## What is being asked
This exercise asks for a copy of each line in the records below with the word "function" in it.

## Exercise data
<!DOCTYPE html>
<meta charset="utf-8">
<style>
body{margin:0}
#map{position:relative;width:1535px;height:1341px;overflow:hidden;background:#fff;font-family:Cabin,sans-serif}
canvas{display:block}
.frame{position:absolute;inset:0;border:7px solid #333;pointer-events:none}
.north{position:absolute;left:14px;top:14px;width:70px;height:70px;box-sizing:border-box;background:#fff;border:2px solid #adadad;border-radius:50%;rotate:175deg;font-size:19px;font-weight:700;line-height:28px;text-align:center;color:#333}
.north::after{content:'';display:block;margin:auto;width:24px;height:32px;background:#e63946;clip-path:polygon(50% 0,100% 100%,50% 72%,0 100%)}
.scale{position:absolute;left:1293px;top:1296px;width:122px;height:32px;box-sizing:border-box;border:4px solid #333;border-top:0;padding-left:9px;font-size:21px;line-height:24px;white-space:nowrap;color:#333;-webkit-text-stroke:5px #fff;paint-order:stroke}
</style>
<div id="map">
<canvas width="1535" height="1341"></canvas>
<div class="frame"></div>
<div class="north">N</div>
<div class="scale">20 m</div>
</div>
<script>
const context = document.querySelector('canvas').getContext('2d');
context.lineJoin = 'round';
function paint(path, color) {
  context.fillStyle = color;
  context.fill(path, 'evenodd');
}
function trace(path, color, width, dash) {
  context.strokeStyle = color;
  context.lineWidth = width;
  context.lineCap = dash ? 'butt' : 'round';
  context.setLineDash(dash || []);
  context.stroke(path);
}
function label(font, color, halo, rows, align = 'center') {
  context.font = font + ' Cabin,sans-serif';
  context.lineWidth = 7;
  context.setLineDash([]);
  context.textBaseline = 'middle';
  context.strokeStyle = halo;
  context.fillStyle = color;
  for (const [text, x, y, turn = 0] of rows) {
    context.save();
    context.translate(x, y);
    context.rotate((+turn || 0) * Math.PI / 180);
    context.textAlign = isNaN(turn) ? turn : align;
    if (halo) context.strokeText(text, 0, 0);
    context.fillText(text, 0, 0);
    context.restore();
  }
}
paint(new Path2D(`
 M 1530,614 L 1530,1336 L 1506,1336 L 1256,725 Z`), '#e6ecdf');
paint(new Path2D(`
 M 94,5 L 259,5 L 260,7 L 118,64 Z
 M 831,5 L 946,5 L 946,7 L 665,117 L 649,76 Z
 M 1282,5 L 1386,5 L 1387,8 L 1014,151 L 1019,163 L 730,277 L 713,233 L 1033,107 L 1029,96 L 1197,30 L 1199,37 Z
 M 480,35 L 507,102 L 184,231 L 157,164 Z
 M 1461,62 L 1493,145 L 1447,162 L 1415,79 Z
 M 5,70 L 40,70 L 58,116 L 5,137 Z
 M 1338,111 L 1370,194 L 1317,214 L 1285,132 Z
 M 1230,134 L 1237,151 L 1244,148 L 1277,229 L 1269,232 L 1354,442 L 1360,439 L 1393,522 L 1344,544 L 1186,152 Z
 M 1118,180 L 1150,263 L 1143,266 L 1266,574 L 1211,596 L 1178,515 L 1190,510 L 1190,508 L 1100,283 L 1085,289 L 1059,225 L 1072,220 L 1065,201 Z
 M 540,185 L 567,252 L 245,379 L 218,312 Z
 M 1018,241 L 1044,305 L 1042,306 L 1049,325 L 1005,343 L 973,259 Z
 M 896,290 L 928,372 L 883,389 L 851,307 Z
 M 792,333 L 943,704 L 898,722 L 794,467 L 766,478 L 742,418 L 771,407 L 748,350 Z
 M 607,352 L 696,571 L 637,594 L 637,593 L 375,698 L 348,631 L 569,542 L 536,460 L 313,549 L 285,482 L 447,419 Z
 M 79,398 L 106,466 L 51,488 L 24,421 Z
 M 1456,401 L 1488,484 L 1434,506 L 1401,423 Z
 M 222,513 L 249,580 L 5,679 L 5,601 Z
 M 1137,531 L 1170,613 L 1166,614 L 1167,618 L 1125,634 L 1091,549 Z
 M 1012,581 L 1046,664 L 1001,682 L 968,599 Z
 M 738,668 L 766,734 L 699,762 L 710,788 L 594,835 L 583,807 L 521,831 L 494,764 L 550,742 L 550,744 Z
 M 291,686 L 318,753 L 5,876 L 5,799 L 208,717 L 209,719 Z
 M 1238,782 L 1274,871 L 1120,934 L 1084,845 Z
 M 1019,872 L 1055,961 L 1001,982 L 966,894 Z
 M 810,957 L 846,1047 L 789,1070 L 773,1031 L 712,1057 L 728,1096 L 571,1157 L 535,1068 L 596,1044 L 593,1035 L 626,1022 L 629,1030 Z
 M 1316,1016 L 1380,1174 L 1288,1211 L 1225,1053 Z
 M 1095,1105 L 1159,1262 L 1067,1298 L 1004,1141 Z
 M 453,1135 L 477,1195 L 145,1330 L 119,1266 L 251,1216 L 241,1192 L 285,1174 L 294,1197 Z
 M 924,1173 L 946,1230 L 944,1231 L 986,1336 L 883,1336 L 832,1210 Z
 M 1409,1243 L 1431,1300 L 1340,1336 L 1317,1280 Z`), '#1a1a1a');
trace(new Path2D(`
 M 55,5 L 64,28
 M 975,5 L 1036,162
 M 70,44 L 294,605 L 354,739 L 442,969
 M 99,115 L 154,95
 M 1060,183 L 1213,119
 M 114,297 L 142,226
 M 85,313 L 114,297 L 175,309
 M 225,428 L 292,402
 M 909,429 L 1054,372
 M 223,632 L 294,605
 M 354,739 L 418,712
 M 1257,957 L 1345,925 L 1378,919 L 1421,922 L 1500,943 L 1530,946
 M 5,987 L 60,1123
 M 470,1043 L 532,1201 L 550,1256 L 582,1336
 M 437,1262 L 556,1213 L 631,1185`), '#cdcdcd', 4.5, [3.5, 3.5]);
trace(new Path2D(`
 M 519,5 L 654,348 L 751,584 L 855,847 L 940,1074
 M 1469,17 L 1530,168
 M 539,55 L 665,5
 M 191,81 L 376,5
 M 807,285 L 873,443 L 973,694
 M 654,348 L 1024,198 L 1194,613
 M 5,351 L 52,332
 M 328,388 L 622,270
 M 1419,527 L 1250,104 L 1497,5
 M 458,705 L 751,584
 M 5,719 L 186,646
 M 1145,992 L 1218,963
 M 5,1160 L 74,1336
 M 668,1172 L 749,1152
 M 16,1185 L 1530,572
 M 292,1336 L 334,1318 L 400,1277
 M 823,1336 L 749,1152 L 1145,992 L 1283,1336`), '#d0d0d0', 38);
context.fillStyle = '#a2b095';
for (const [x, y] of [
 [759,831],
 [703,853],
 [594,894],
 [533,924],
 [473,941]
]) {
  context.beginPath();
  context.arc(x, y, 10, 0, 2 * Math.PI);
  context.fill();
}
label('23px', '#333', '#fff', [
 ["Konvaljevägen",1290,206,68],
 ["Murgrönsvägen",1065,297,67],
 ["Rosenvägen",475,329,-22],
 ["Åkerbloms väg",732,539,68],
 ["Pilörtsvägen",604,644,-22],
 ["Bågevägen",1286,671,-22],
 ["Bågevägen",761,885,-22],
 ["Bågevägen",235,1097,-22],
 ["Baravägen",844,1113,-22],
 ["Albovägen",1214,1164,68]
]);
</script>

## Task output
function paint(path, color) {
function trace(path, color, width, dash) {
function label(font, color, halo, rows, align = 'center') {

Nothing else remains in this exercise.